<<<<

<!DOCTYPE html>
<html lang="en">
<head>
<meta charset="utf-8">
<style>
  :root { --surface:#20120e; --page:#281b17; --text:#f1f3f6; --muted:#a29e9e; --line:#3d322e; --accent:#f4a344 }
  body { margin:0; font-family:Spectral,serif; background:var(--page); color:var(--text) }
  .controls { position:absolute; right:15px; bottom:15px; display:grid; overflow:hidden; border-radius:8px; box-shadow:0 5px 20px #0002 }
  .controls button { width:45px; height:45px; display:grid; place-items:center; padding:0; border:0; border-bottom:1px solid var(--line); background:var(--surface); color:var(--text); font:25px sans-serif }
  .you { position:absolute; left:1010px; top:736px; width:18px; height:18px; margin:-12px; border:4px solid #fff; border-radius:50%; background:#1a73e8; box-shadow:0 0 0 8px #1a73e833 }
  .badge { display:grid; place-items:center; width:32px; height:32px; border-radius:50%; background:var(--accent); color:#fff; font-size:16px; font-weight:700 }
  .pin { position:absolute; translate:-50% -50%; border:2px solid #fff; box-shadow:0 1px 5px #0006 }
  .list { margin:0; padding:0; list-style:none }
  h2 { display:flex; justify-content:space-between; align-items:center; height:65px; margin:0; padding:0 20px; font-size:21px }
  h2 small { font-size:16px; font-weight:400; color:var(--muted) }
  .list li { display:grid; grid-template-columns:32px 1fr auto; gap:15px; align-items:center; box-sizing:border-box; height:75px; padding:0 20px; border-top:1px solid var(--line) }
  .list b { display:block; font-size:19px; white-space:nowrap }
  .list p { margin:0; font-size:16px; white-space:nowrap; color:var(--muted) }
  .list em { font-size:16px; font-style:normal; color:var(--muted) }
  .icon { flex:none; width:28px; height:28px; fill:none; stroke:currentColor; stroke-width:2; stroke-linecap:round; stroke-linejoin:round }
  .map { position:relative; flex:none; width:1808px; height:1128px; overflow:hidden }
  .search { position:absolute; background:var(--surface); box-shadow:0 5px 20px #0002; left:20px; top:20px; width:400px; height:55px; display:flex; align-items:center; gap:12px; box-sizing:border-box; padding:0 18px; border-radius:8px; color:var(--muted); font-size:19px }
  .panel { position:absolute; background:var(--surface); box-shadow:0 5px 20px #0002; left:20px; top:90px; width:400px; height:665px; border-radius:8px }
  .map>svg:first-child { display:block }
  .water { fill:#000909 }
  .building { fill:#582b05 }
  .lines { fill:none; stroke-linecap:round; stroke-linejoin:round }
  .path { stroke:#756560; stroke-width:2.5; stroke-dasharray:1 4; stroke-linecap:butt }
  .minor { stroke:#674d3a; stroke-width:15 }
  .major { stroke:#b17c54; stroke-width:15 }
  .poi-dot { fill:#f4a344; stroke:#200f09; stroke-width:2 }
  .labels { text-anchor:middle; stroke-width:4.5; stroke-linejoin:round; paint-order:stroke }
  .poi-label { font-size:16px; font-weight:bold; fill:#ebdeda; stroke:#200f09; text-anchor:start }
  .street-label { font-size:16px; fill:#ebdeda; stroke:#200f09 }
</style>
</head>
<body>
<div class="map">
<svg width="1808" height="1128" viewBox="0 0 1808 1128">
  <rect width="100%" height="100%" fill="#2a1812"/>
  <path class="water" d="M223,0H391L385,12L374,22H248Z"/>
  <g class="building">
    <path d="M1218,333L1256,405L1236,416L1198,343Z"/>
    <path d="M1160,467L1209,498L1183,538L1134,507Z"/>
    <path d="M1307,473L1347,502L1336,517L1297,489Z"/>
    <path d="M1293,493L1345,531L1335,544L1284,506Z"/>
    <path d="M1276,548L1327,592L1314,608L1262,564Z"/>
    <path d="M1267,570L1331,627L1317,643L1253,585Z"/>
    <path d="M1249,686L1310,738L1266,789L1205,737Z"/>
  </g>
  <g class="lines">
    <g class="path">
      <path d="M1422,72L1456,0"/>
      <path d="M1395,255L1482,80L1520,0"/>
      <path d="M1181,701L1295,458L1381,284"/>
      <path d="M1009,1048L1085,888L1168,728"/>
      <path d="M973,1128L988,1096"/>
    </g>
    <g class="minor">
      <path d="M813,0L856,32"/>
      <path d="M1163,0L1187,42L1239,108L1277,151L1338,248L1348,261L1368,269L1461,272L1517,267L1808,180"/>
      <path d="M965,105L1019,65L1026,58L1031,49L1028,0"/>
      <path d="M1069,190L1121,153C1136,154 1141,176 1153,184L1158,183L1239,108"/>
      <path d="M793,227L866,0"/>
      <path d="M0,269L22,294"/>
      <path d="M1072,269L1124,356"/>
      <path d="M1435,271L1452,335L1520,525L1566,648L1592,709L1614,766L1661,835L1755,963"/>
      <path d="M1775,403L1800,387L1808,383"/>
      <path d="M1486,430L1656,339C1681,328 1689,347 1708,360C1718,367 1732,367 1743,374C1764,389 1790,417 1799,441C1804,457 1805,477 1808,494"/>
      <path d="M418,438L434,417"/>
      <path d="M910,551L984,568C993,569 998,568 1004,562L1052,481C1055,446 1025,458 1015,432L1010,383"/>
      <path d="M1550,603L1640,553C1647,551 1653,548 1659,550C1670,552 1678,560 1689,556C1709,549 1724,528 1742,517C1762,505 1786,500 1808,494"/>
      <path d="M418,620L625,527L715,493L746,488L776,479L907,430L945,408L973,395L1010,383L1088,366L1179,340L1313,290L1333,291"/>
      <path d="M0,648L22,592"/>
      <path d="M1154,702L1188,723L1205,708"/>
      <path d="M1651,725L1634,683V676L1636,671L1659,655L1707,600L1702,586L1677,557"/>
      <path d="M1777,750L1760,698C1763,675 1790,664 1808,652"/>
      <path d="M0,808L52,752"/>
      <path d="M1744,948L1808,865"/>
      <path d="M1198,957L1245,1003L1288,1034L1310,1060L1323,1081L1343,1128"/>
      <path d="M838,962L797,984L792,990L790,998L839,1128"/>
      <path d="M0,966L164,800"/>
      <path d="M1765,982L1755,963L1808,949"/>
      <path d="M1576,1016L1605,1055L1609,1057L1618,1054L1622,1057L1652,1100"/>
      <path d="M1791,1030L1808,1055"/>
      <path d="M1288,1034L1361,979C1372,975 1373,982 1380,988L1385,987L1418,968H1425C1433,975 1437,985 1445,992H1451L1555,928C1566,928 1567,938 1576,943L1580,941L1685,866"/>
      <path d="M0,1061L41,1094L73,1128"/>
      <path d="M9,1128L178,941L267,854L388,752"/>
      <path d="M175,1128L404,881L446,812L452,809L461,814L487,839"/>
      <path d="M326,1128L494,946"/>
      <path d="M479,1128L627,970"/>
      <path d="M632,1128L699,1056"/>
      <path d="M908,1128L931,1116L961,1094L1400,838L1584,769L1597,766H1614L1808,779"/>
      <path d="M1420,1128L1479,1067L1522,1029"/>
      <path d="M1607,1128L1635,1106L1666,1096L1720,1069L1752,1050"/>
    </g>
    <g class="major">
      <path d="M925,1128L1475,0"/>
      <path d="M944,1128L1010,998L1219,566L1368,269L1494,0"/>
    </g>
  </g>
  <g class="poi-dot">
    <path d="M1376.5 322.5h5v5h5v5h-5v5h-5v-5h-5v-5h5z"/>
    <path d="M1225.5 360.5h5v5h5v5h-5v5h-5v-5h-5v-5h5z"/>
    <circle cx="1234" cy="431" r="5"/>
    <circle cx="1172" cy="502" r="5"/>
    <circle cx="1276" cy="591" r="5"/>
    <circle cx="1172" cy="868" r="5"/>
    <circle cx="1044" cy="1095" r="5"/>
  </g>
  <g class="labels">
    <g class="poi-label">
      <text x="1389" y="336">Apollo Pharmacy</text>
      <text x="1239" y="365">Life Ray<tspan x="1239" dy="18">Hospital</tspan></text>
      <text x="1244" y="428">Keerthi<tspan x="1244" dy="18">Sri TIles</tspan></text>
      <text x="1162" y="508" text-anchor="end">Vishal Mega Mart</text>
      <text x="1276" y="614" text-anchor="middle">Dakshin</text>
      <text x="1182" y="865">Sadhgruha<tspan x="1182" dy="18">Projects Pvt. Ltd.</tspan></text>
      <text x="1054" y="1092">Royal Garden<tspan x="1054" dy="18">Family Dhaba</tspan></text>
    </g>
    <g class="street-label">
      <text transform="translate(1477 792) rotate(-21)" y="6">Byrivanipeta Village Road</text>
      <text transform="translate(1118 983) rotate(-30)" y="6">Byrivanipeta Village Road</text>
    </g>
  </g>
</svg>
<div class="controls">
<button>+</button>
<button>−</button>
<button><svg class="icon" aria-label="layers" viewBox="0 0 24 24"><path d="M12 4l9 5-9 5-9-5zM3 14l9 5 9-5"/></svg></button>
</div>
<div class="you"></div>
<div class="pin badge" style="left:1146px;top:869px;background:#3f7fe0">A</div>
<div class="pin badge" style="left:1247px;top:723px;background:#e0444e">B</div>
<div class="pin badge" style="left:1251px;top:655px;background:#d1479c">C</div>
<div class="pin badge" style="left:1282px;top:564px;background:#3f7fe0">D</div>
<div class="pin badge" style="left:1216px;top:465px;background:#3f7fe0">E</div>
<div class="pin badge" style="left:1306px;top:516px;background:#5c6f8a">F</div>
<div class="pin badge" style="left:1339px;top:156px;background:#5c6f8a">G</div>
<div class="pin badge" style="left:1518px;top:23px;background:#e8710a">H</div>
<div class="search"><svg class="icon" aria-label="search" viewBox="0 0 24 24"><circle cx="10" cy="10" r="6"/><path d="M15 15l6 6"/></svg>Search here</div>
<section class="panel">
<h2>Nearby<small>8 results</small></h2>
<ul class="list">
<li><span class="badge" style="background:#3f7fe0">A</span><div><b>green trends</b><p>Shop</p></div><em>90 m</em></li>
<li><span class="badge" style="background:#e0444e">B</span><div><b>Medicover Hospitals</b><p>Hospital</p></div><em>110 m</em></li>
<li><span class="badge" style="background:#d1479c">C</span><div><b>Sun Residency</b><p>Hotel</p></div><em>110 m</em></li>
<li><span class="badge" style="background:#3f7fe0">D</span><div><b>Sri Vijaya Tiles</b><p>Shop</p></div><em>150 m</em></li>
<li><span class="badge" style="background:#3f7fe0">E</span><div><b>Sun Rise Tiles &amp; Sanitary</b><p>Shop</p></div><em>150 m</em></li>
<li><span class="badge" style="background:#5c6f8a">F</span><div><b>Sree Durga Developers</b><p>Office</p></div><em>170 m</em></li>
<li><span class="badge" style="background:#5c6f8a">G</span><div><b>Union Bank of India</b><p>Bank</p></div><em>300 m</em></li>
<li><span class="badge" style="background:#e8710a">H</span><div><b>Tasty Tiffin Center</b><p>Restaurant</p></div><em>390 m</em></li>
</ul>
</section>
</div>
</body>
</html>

>>>>

§ **Assignment**
Where a line in the listing above includes the string "controls", copy that line.

§ **Your response**
  .controls { position:absolute; right:15px; bottom:15px; display:grid; overflow:hidden; border-radius:8px; box-shadow:0 5px 20px #0002 }
  .controls button { width:45px; height:45px; display:grid; place-items:center; padding:0; border:0; border-bottom:1px solid var(--line); background:var(--surface); color:var(--text); font:25px sans-serif }
<div class="controls">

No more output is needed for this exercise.